Per ciò che attiene la Basilicata – spiega il rapporto di Legambiente – dalla lettura delle operazioni di polizia giudiziaria emerge che il ciclo illegale dei rifiuti in questa regione anche nell’ultimo anno è stato caratterizzato da singoli – e slegati tra loro – episodi di gestione fuori legge. In nessun caso, comunque, casi che hanno dimostrato la presenza in Basilicata della criminalità organizzata, così come accade nelle altre regioni del Sud.
Questa caratteristica emerge in tutti i documenti delle autorità investigative. La Relazione annuale (2010) della Direzione nazionale antimafia (Dna) lancia però l’allarme su un organico di magistrati ridotti all’osso, che potrebbe impedire, aggiungiamo noi, l’accertamento di eventuali filoni criminali, anche nella gestione della spazzatura.
La Basilicata è al penultimo posto nella “classifica dei cattivi” sulla gestione illegale dei rifiuti, con solo 83 infrazioni accertate (1,4% sul totale nazionale), 44 denunce e 25 sequestri.

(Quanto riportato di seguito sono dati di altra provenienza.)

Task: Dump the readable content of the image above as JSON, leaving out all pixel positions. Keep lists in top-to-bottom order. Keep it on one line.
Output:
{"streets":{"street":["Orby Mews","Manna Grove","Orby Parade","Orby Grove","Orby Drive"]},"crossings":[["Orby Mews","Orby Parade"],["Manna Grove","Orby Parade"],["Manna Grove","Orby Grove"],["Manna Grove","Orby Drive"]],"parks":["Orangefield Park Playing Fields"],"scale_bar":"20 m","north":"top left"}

Va comunque ricordato che la Basilicata risulta tra le regioni coinvolte in un traffico illecito di rifiuti ferrosi ed elettronici scoperto dal Corpo forestale dello Stato di Reggio Calabria lo scorso 23 giugno e denominato dagli agenti “Scrap Iron” (si veda anche la parte relativa alla Calabria). Un traffico con la testa in Calabria ma braccia anche in Puglia e Basilicata. Tra le acciaierie che ricevevano, in assenza totale di autorizzazione e finanche della idonea tecnologia impiantistica per il trattamento, gli scarti non bonificati, ce n’era una di Potenza. Il solito trucco che consentiva alla ditta potentina, così come alle altre ditte coinvolte, di poter utilizzare a costi convenienti veri e propri rifiuti ferrosi come fossero materia prima seconda (Mps) – ossia scarti già trattati e bonificati.

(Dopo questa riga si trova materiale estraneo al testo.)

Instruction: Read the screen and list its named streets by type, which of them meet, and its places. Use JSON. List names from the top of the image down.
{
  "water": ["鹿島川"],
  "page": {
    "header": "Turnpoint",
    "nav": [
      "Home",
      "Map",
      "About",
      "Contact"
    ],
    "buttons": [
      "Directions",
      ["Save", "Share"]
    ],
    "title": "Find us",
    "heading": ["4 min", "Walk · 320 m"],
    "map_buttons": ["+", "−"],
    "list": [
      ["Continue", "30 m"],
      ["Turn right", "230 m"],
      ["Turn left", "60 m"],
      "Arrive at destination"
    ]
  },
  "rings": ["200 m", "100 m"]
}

Al di là dell’analisi criminale, in Basilicata tiene comunque banco, da un anno a questa parte, la vicenda delle cosiddette “case fantasma”: ossia immobili esistenti e del tutto sconosciuti all’ufficio catasto e al fisco. In tutta Italia ne sono stati contati circa due milioni, da un capo all’altro dello Stivale. Immobili, è bene aggiungere, che non sono automaticamente da ritenere abusivi, anche se è lecito immaginare che una parte – e si saprà a breve quanta – lo siano, eccome. I dati sono quelli dell’Agenzia del territorio, che recentemente ha completato il censimento dei fabbricati con l’aiuto delle nuove tecnologie di rilevamento satellitare, che hanno consentito di scattare delle foto poi sovrapposte con le mappe catastali.
Da questo confronto, la provincia di Potenza si classifica nella “top ten” delle “case fantasma”: solo nel capoluogo sono 4.181 i fabbricati non dichiarati.
A Matera sono 2.376, nel litorale jonico, per esempio a Pisticci, sono quasi 2.000, a Policoro 861, a Montalbano 746, a Nova Siri 687. Mentre manca il dato sul comune di Maratea, la più famosa località balneare lucana, nota come la “Perla del Tirreno”. Salta invece all’occhio il dato di Lauria: con una popolazione che è circa un quinto di quella del capoluogo, i “fabbricati non dichiarati” sono più della metà di quest’ultimo, 2.420.
Il rapporto “Ecomafia 2011” di Legambiente è dedicato alla memoria di Angelo Vassallo, un grande amico di Legambiente, straordinario sindaco di Pollica, nel Parco nazionale del Cilento, ucciso in un agguato il 5 settembre 2010.